El día siguiente al que llevé de paseo a clase al bolígrafo verde, apareció, sin esperarlo, siempre tenía un día señalado para ello, el Director Espiritual. El mismo ritual, tocar la puerta, salir el profesor, sentarse él en el lugar del profesor, y empezar a hablar: “Me ha llamado, ayer tarde, una madre escandalizada, porque el pecado, el demonio, vino a visitar este aula ayer por la mañana. La persona de la que estoy hablando, ese pecador, que se levante, o lo levanto yo”. Me levanté casi automáticamente, aunque no me creía mucho eso de ser el demonio, traer el pecado y ser un pecador.
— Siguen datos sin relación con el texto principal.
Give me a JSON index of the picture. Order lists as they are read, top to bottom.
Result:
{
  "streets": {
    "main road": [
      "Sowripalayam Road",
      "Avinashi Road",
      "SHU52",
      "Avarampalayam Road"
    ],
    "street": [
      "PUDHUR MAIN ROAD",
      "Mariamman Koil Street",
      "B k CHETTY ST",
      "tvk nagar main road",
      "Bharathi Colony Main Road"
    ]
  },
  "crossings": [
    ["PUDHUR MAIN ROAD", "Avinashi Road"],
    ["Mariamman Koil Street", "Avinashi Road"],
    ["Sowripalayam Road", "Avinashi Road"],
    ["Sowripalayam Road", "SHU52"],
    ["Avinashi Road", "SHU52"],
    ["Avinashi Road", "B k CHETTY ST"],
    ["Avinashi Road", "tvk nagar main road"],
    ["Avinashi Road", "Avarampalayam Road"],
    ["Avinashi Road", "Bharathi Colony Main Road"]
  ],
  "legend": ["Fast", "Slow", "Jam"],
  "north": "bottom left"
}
Me lleva al Jefe de Estudios y al Director, me piden el bolígrafo verde, que ese día no había usado, lo dejé reposar en la maleta, y me comunican que estoy expulsado del Instituto. Regreso a mi casa, le digo a la pobre de mi madre lo que pasó, ella va a hablar al Instituto ¡Las lágrimas que tuvo que echar! Y me rebajan la pena a siete días y una hora de clase.

¿Y todo esto por un bolígrafo verde?, me preguntaréis. En aquella época, por un bolígrafo rojo si te hubiese podido ocurrir, pero por uno verde no. Os voy a contar ahora la verdadera y jamás contada historia del bolígrafo verde. El bolígrafo verde tenía la foto de una señorita en bañador, encima de un columpio, si tú lo girabas, desaparecía el bañador, y se le veían los senos. Así empezó a escribirse mi leyenda de proscrito durante aquel año 67, el mismo en que empezaron a soplar vientos de libertad en París y Madrid, pero de los que tan lejos estábamos. Por ello, tengo esa fijación con el espíritu revolucionario de mediados y finales de los sesenta. ¡La oscuridad busca a la luz!

El bolígrafo se lo quedó el cura; de él, del cura, os seguiré hablando en este serial, pues tenía que absolverlo de su pecado, de haber sido instrumento del pecado mío, por el que estuve a punto de irme a las llamas en la eternidad. Muchos años después, ya era un hombre de veintiocho años, después de agotar todas las prorrogas, tuve que elegir entre hacer la mili o irme a un castillo, elegí la mili. Mi primer destino después del CIR en Colmenar Viejo, fue un ‘batallón de castigo’ en una ciudad extremeña, allí, en la tercera compañía, que estaba en el tercer piso, había una ventana que nunca se abría, una vez me dijeron cuál era el secreto. Allí, en aquel batallón, los soldados se suicidaban con cierta frecuencia, y a uno de estos chicos que se suicidaron se le ocurrió hacerlo tirándose de esa ventana. Desde ese día, el coronel arrestó a la ventana, y como habían ocurrido muchos suicidios, varios sitios de aquel cuartel estaban arrestados.

Absolución de vehículos del pecado, como el bolígrafo verde, arrestos de lugares en donde los pobres soldados desesperados se suicidaban, como la ventana. ¿No es esto una pobre locura? ¡Con la alegría que da una locura sana! ¡Qué país! Como decía Forges. ¡Y Manolo Escobar buscando un carro que le habían robado!